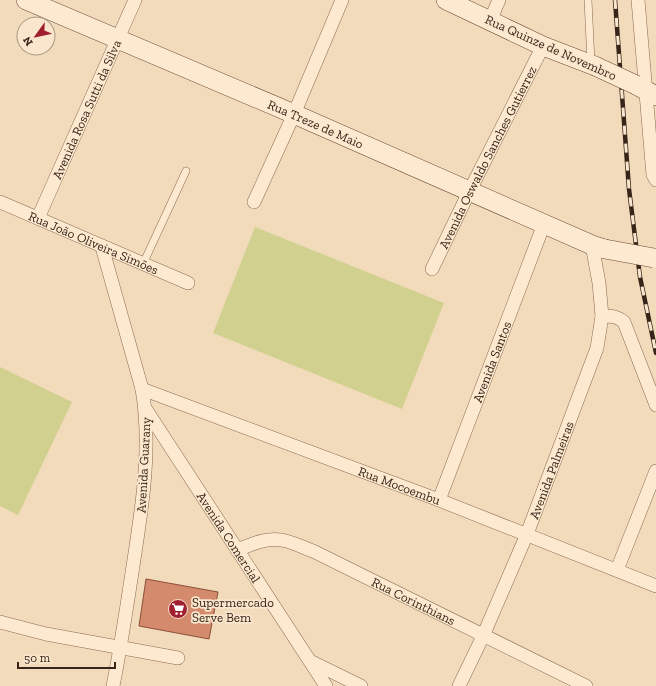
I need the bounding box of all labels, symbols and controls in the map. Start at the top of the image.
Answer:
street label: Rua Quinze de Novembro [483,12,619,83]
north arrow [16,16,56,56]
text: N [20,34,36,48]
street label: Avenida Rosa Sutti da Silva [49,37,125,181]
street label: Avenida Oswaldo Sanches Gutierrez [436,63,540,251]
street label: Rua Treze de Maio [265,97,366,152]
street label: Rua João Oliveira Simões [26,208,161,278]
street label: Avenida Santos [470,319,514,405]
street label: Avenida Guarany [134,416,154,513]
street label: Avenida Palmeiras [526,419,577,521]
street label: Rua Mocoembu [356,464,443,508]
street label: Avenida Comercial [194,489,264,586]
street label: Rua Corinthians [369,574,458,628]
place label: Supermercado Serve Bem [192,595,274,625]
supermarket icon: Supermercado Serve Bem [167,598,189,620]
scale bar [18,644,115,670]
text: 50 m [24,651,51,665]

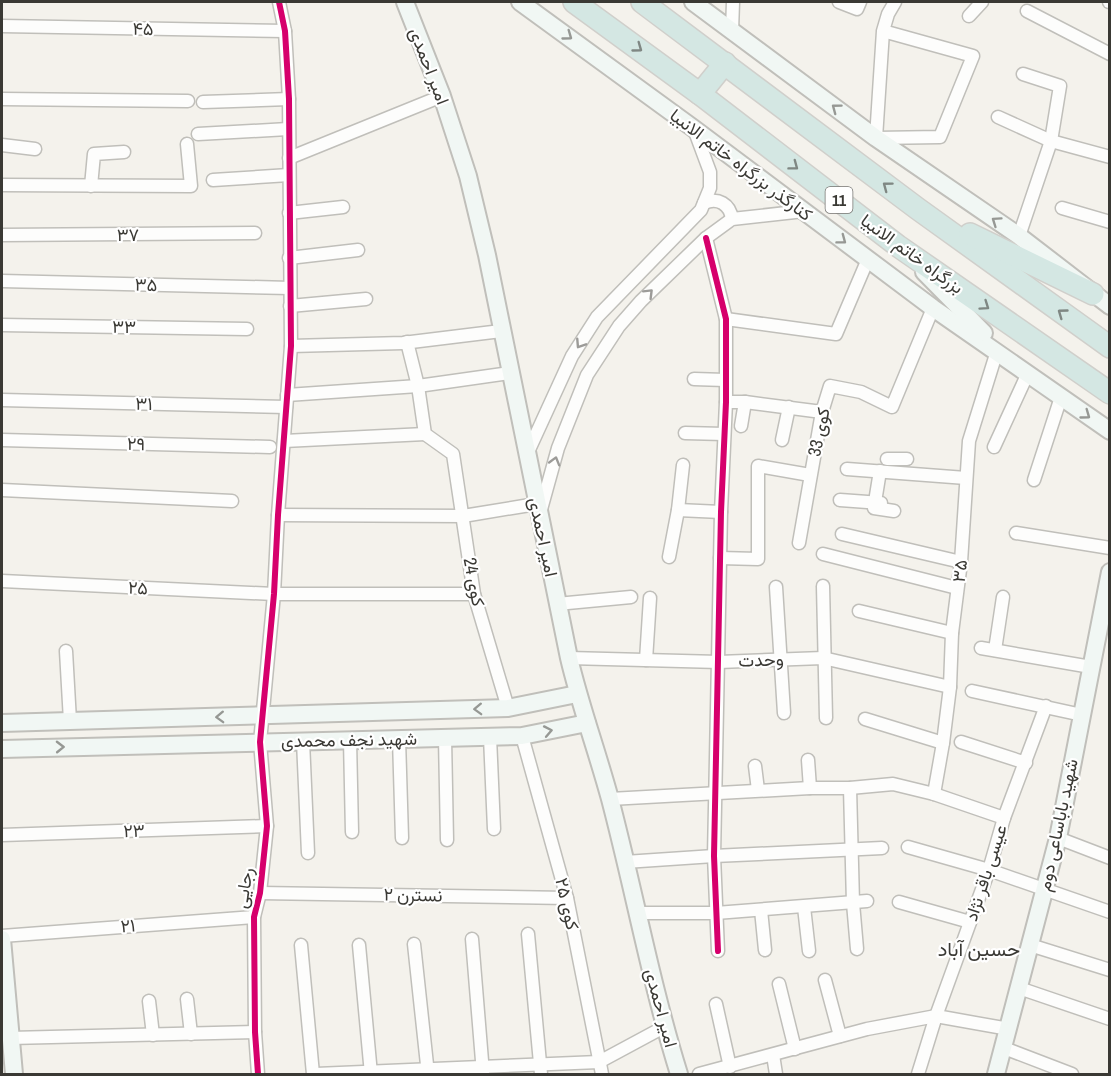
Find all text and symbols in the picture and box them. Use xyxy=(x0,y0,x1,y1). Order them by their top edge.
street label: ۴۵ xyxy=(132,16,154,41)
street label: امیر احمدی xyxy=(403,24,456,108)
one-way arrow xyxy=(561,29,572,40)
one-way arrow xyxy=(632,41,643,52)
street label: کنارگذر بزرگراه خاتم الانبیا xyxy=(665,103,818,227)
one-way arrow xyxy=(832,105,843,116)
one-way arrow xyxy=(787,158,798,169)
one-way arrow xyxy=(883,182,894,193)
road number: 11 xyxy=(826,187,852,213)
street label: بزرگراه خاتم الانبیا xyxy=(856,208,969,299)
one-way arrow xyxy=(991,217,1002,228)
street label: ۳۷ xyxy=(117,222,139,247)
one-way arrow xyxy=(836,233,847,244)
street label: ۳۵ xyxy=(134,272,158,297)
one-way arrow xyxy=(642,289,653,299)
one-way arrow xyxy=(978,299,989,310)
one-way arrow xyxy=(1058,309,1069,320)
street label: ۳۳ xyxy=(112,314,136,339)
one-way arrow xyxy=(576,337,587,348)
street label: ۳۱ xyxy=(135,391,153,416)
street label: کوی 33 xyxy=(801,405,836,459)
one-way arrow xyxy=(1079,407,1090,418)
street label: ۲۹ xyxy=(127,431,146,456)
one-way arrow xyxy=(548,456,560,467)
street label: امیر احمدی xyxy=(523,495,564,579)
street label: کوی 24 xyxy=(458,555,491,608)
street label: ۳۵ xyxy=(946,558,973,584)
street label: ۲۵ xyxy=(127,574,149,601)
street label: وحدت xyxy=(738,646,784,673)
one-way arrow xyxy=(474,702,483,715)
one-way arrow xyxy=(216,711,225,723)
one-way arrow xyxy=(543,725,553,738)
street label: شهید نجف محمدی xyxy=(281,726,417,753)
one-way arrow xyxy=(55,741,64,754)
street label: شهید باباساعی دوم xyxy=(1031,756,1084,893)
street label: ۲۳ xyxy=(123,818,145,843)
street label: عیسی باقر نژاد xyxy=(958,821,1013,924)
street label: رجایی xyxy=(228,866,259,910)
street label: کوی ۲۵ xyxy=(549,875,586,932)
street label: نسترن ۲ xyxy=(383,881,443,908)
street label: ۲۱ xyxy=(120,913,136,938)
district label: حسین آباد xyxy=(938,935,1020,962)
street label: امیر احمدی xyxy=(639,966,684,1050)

==

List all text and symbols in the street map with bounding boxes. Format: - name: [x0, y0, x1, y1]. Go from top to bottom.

TASK PROMPT =
Look through the entries above for the word "bounding". Copy every line where it shows up.

REPLY TO THE EXERCISE =
I need the bounding box of all labels, symbols and controls in the map. Start at the top of the image.
List all text and symbols in the street map with bounding boxes. Format: - name: [x0, y0, x1, y1]. Go from top to bottom.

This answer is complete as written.